Assignment →
Only the lines holding the word "controls" are wanted; copy each of them from the listing.

Data under study →
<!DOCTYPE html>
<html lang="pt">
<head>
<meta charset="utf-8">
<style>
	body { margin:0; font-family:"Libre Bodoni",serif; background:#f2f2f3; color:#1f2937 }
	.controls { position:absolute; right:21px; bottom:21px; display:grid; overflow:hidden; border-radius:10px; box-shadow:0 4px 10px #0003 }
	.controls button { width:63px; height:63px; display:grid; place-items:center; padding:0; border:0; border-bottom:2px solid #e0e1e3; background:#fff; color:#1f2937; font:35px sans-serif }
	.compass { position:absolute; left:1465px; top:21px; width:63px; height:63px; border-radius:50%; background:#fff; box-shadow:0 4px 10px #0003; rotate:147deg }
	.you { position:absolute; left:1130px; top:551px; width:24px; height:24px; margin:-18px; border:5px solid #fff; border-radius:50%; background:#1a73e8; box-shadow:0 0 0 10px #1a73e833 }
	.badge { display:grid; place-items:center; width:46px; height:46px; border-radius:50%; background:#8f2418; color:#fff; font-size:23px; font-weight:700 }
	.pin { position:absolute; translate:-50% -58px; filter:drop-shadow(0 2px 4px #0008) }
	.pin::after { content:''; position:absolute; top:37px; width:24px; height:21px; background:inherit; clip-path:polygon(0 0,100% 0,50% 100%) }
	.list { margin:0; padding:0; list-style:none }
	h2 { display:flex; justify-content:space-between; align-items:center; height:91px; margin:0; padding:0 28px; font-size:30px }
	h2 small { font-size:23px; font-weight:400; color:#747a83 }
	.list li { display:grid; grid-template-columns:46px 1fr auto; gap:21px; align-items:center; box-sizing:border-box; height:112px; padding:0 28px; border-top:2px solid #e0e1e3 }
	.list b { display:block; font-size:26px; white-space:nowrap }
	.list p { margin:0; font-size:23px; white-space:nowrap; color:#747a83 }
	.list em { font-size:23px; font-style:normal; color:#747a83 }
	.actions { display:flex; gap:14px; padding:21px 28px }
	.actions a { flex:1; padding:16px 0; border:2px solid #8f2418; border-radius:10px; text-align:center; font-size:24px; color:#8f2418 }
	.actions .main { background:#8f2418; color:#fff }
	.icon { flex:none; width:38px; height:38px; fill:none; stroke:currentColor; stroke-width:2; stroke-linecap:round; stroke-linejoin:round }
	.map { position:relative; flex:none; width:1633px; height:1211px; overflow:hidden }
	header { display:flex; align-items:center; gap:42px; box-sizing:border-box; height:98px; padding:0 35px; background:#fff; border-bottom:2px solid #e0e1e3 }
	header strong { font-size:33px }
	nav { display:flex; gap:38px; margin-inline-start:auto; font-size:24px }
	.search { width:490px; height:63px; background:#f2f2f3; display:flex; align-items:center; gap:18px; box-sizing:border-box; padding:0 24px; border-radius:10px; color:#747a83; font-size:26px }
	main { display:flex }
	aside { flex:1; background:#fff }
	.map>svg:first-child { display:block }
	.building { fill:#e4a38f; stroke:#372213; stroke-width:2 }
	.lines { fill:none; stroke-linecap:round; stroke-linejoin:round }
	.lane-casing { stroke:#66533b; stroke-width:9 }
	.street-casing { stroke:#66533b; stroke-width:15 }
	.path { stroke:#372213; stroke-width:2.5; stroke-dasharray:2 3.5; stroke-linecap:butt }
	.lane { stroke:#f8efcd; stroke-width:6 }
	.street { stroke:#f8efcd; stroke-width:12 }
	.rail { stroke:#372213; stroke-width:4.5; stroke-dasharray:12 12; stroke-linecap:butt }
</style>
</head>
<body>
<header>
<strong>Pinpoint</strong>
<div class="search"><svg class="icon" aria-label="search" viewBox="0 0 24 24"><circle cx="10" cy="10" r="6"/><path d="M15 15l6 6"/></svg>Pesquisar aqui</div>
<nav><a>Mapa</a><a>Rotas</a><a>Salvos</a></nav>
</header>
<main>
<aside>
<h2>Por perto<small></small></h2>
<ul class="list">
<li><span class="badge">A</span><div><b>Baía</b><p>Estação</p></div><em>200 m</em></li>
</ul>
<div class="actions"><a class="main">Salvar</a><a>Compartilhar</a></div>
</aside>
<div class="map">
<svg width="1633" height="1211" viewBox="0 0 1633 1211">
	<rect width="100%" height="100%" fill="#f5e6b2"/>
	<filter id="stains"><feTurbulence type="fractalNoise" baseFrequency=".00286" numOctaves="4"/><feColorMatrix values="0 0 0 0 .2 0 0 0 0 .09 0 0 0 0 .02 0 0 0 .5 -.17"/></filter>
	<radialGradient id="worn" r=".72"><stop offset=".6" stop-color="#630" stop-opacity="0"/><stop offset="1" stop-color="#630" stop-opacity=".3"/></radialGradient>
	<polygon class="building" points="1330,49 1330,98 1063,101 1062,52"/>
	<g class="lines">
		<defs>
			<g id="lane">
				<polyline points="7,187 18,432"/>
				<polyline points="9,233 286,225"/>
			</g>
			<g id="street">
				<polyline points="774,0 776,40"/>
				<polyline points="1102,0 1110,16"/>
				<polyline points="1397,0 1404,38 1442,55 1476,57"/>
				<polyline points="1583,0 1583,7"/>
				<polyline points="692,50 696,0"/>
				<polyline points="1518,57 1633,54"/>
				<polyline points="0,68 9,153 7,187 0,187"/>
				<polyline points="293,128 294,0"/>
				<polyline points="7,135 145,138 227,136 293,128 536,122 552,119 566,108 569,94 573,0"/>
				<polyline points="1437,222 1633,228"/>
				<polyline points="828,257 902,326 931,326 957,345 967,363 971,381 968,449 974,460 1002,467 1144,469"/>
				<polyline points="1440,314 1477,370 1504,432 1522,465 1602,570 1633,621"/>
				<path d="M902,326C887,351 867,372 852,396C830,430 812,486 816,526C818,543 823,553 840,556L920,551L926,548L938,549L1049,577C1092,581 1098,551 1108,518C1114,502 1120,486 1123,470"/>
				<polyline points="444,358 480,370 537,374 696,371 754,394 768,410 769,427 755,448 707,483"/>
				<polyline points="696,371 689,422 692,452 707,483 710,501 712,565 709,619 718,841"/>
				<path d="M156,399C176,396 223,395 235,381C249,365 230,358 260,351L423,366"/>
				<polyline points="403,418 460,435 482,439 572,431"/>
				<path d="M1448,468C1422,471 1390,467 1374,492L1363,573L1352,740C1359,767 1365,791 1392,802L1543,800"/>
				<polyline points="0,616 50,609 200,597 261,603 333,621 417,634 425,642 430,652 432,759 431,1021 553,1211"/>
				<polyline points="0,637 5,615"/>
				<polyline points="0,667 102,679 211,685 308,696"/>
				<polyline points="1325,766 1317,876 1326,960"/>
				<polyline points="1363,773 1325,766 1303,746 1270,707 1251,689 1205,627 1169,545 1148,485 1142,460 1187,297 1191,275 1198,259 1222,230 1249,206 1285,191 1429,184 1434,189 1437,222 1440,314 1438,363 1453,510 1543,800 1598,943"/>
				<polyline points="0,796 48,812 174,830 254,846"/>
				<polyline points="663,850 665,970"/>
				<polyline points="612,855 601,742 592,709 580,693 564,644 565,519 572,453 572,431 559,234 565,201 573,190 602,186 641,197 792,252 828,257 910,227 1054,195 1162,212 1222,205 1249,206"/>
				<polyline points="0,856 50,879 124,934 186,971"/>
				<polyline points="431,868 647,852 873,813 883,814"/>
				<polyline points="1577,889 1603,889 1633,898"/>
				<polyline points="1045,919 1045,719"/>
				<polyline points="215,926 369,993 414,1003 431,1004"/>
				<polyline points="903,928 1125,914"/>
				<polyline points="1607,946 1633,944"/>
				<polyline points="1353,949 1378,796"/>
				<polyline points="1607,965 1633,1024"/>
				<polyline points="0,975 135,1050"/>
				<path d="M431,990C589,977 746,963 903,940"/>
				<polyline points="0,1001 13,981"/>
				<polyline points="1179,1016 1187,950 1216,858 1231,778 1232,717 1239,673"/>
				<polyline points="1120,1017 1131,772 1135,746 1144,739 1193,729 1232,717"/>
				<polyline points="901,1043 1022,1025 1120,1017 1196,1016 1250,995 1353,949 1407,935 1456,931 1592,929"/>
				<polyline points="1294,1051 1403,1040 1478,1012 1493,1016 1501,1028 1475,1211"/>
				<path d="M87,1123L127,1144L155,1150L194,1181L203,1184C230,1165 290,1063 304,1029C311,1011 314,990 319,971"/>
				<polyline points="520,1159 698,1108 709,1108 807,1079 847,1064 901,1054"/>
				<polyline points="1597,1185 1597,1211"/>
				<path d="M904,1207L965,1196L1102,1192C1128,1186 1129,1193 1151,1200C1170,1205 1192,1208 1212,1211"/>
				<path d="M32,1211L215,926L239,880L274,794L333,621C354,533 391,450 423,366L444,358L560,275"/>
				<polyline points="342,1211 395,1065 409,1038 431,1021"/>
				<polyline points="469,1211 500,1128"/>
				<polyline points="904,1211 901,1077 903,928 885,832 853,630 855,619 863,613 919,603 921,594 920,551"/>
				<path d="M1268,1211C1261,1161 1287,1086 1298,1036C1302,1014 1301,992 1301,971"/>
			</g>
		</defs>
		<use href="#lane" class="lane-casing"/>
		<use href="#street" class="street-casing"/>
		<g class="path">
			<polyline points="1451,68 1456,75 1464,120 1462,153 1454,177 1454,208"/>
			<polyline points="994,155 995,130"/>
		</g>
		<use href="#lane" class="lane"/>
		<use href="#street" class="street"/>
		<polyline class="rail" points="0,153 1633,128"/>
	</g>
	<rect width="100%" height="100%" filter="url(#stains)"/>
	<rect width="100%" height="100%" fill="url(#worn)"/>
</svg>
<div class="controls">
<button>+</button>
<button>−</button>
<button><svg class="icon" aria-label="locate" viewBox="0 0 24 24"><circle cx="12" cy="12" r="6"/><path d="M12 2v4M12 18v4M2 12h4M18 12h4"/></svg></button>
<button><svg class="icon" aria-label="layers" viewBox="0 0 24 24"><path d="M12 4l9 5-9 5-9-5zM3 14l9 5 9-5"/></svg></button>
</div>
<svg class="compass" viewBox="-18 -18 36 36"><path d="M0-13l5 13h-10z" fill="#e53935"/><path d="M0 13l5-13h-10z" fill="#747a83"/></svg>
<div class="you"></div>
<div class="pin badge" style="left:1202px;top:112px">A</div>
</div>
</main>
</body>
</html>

Output for this task →
	.controls { position:absolute; right:21px; bottom:21px; display:grid; overflow:hidden; border-radius:10px; box-shadow:0 4px 10px #0003 }
	.controls button { width:63px; height:63px; display:grid; place-items:center; padding:0; border:0; border-bottom:2px solid #e0e1e3; background:#fff; color:#1f2937; font:35px sans-serif }
<div class="controls">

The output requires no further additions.